For her solo recital, Ferrier/Walter:

"Walter said of Ferrier, “a voice of rare beauty, a natural production of tone, a genuine warmth of expression.” The same might be said about Emily Marvosh, whose...songs soared over us gloriously, indeed. A singer of great charm, she communicates like a gifted actress in tones of polished amber."

--Boston Musical Intelligencer, February 16, 2017

For Handel’s Messiah:

Yet it was Marvosh whose velvety textures and passionate delivery made for the most enchanting moments. From first appearance (“But who may abide the day of his coming”) to last (“Thou art gone up on high”), she brought not only an emotional but also spiritual acuity to her renderings. Of those, “He was despised” was utterly moving for its contemplative patience. Even when she wasn’t singing, Marvosh brought poise to her listening, smiling throughout as the choir soared over such popular landscapes as “For unto us a Child is born.”

—Worcester Telegram, Monday, April 15, 2019

“Alto Emily Marvosh gave an unearthly calm to “But who may abide the day of his coming?” and was beautifully plainspoken in “He was despised and rejected of men.”
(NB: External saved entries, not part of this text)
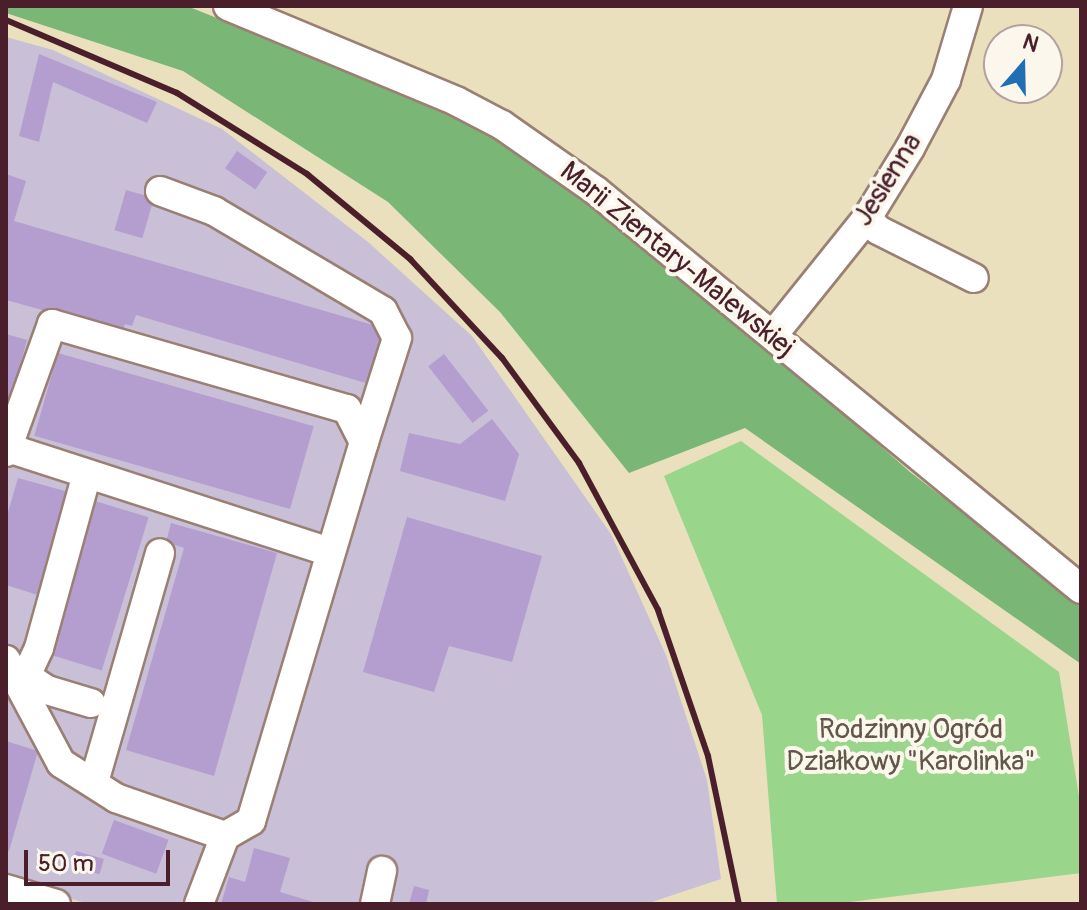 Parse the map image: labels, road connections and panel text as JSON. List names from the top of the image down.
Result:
{
  "streets": {
    "street": ["Jesienna", "Marii Zientary-Malewskiej"]
  },
  "crossings": [
    ["Jesienna", "Marii Zientary-Malewskiej"]
  ],
  "parks": ["Rodzinny Ogród Działkowy \"Karolinka\""],
  "scale_bar": "50 m",
  "north": "top"
}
—The Boston Globe, November 28, 2015

“Noted for her dark, caramel voice, Marvosh is one of the finest singers in Boston….Her singing of Handel’s music is idiomatic and confident. The singer brought dramatic intensity to “But who may abide,” and found the fiery power to “For he is like a refiner’s fire.” In part two, her performance took on a more palpable drama and she captured the poignant sorrow of “He was despised.” 

—Boston Classical Review, November 28, 2015

“Alto Emily Marvosh early on established a dominance of tone and communication that was wonderfully effective…supple, authoritative, beguiling.”

—Worcester Telegram, December 6, 2015

For a recent performance at the Library of Congress:

“…three selections…offered showcases for, in particular, the soprano Margot Rood, colorful and vital, and the rich, clear contralto Emily Marvosh.”

—Anne Midgette in the Washington Post, February 21, 2016

"Outstanding soloists include Margot Rood and Emily Marvosh in the first of Kent's anthems..."

--BBC Music Magazine, December 2016

For Bach's Matthäuspassion:

Alto Emily Marvosh’s rich, dark voice brought a sense of righteous anger to her recitative “Erbarm es, Gott!” In her aria “Können Tränen meiner Wangen” her lines quivered with intensity.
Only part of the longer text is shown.